From September 13, 2013:
Within the week of posting, my NYC test run of the new Blackmagic Pocket Cinema Camera went north of 3k playbacks, seeming sensible now to complement with a split-screen comparison of the untouched footage straight from the camera, alongside that finished product after color correction/grading. I have no delusions of being a studio auteur, who could justify a braggart director’s commentary, but after thinking about the option to write a long, wordy blog post, I figured it’s easier and better all-around just to talk over my footage. It’s a visual medium anyway, and I’m sort of surprised there aren’t more of these. Would love to see yours, too.

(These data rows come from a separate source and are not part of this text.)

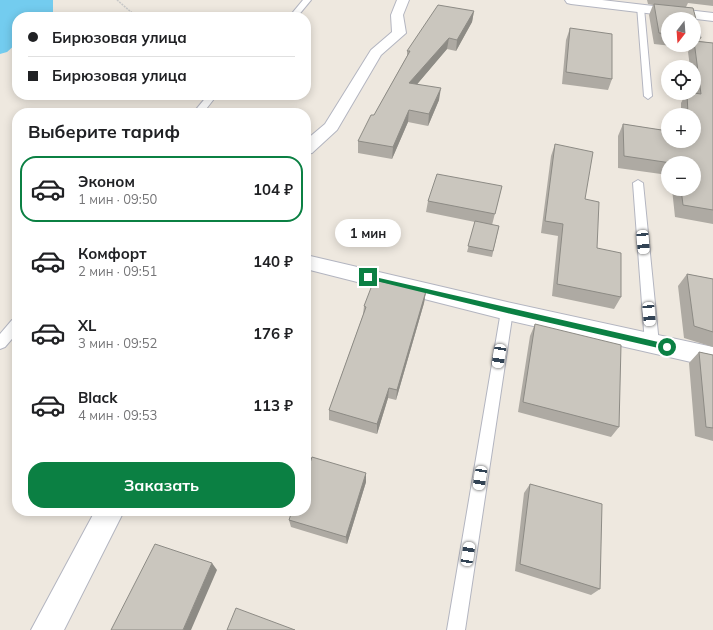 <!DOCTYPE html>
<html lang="ru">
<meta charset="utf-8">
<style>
body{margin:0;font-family:Mulish,sans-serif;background:#f6f6f6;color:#202124;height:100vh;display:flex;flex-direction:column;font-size:15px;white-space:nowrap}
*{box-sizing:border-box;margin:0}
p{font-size:13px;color:#757577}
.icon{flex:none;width:22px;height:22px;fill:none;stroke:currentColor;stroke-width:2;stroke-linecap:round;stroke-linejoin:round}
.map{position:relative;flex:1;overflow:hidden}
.details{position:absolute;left:12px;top:108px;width:299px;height:408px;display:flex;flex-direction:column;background:#fff;border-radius:16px;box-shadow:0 2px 10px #0003}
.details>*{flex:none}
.hud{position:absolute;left:12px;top:12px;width:299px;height:88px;border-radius:16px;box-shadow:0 2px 10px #0003;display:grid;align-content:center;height:88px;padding:0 16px;background:#fff}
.needle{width:26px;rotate:197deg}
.controls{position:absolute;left:661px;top:12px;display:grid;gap:8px}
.controls a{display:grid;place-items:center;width:40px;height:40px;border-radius:50%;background:#fff;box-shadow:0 2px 10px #0003;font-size:20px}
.end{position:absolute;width:18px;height:18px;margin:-9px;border:5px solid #0b8043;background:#fff;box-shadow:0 0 0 2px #fff}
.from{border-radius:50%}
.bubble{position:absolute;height:28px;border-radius:14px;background:#fff;box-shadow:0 2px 10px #0003;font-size:13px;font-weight:700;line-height:28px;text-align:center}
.car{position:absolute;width:12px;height:24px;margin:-12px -6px;border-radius:5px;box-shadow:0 0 3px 1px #0007;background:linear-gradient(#fff 24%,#345 0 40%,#fff 0 76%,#345 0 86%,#fff 0)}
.hud b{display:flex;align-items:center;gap:14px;height:38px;font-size:15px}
.hud b+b{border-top:1px solid #e0e0e0}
.hud i{width:10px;height:10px;background:#202124}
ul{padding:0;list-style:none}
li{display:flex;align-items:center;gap:12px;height:66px;margin:0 8px 6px;padding:0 8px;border:2px solid transparent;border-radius:16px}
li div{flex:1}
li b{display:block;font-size:15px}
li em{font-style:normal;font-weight:700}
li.selected{border-color:#0b8043}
li>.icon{width:36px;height:36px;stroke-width:1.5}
h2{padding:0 16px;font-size:18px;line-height:48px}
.button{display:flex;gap:8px;margin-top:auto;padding:8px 16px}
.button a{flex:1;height:46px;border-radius:16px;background:#0b8043;color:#fff;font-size:16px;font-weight:700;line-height:46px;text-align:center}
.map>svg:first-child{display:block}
.water{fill:#73ccef}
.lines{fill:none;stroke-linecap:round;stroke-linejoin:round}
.service-casing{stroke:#b3b5c0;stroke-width:2}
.minor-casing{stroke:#b3b5c0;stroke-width:2}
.path{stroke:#c8c8c8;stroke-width:1.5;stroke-dasharray:2 1;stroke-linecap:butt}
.service{fill:#fff;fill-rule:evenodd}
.minor{fill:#fff;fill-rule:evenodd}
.wall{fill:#aeaaa3;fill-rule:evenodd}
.shaded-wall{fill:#8d8b85}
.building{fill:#cac6be;stroke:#8d8b85}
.route{fill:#0b8043}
</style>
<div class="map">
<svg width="713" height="630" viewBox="0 0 713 630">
<rect width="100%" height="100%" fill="#eee8df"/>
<path class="water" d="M0,0H53V14L49,17H17V43L7,52L0,54Z"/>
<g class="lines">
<defs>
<path id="service" d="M303,0H311L297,17H289Z
M637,6H640L644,8L652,96L648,99L644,96Z
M208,95H217L203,113H193Z
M638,180L643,183L659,344L657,348L652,350L647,348L645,344L633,183Z
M507,306L512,307L513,311L465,630H447L501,311L502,307Z
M17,319V333L5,347L0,349V334L12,320Z"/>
<path id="minor" d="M397,0H409L403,15L406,33L381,55L337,130L312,153L306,154V140L325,124L371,50L392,32L391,15Z
M565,0H602L713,13V21L571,4L567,3Z
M306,255L507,302L713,347V367L507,320L306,269Z
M95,511H124L64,630H31Z"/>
</defs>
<use href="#service" class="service-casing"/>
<use href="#minor" class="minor-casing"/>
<path class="path" d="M117,0L137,17"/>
<use href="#service" class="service"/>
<use href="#minor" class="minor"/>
</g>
<path class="wall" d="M647,0H713V6L688,3L686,7L693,8L701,38L699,41L713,43V224L675,217L672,189H694V163H668V175L618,168V136L623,124L668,131V141H694V115H681V103L686,93H694V67H690L688,52L690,48L654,44L649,15L653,5L648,4ZM668,19H694V45H668Z
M474,11L472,22L456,51L447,49L417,84L439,100L428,126L408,122L392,159L358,153V141L374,115L407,56V51Z
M570,28L612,79L608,90L562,84L566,40Z
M555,144L585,199L597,248L621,297L614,309L552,296L558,236L541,233L551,156Z
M502,186L492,225L499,226L492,257L467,252L475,222L426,212L428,201Z
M687,274L713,279V347L684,338L678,286Z
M426,291L424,303L396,400L388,398L377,434L329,420V410L363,315L364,306Z
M535,324L619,427L611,437L518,412L530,336Z
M699,352L713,355V441L695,436L689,363Z
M366,473V482L347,544L291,527L289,520Z
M530,484L600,589L591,595L515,571L524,493Z"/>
<path class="shaded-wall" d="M474,11L472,22L456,51L457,40Z
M449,38L447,49L408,95L409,83Z
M441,88L439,100L428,126L429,114Z
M409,110L408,122L392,159L393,147Z
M426,291L424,303L396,400L397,390Z
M389,388L388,398L377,434V424Z
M366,473V482L347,544L346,537Z
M212,563L217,570L191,630H183Z"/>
<path class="building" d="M654,4L693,8L701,38L694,37V19H668V34L659,33Z
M438,5L474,11L457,40L449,38L409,83L441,88L429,114L409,110L393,147L358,141L371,115H374L410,51H407Z
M570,28L612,34V79L566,72Z
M694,41L713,43V210L683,205L681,189H694V163H671L624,156L623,124L668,131V141H694V115H688L687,93H694L701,94Z
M555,144L593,152L585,199L599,202L597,248L621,253V297L557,284L563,224L545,221Z
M437,174L502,186L495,214L428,201Z
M475,221L499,226L493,251L468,246Z
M687,274L713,279V332L694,326Z
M374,280L426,291L397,390L389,388L377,424L329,410L366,307L364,306Z
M535,324L621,345L619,427L523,402Z
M699,352L713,355V428L706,427Z
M312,457L366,473L346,537L289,520L292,511H306V475Z
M530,484L602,504L600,589L520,564Z
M155,544L212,563L183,630H111Z
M236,608L295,630H227Z"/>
<path class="route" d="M366,275L667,344L671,347L667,350L507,313L368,279H366Z"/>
</svg>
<div class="controls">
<a><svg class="needle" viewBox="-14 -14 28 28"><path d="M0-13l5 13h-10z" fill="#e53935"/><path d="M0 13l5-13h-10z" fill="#757577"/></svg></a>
<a><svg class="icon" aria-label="locate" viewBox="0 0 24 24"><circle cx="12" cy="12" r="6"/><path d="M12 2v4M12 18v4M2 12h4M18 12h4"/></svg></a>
<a>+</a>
<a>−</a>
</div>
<i class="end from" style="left:667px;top:347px"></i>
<i class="end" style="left:368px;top:277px"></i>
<div class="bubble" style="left:335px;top:219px;width:66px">1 мин</div>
<i class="car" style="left:643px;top:242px;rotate:175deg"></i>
<i class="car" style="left:649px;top:314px;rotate:175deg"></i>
<i class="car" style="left:499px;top:356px;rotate:189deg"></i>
<i class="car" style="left:480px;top:478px;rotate:189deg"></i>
<i class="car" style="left:468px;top:554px;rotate:9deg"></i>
<div class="hud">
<b><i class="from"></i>Бирюзовая улица</b>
<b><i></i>Бирюзовая улица</b>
</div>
<section class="details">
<h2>Выберите тариф</h2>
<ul>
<li class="selected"><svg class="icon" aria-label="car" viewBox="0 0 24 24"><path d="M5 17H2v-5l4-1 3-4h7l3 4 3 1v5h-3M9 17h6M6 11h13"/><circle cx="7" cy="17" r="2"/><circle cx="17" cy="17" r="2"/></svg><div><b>Эконом</b><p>1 мин · 09:50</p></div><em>104 ₽</em></li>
<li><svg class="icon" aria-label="car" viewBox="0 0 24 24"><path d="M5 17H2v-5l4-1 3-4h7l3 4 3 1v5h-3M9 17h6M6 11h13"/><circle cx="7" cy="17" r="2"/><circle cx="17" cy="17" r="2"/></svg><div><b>Комфорт</b><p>2 мин · 09:51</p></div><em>140 ₽</em></li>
<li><svg class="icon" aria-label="car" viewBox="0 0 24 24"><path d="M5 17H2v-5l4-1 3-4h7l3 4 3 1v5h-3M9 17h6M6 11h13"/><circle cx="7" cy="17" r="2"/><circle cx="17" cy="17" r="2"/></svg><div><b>XL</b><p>3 мин · 09:52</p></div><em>176 ₽</em></li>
<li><svg class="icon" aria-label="car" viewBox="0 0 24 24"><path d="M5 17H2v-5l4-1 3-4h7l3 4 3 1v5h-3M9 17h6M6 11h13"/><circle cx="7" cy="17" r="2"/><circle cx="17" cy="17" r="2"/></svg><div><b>Black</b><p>4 мин · 09:53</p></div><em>113 ₽</em></li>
</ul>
<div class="button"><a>Заказать</a></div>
</section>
</div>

The video streams by default in full 1080p high definition, so if you get jitters, click the HD icon in-frame to reduce your playback resolution. For reference, here’s the original seven-minute film:
Filmed handheld on a Blackmagic Pocket Cinema Camera, using a single lens (Panasonic 12-35mm, continuous f2.8 aperture, optically stabilized H-HS12035). Shooting was on September 1 and 2, 2013, with post-production on September 7 and this commentary on September 12. Edited and graded in Adobe Premiere Pro CC, with clip-by-clip balancing adjustments using Fast Color Corrector, then applying an Adjustment Layer over the entire sequence with FilmConvert Pro 2, using its Blackmagic Cinema Camera profile and selecting the classic film stock emulation of KODAK VISION3 250D Color Negative Film 5207/7207 (with vintage Super 16mm film grain to match the feel — and the actual size — of the BMPC’s digital sensor).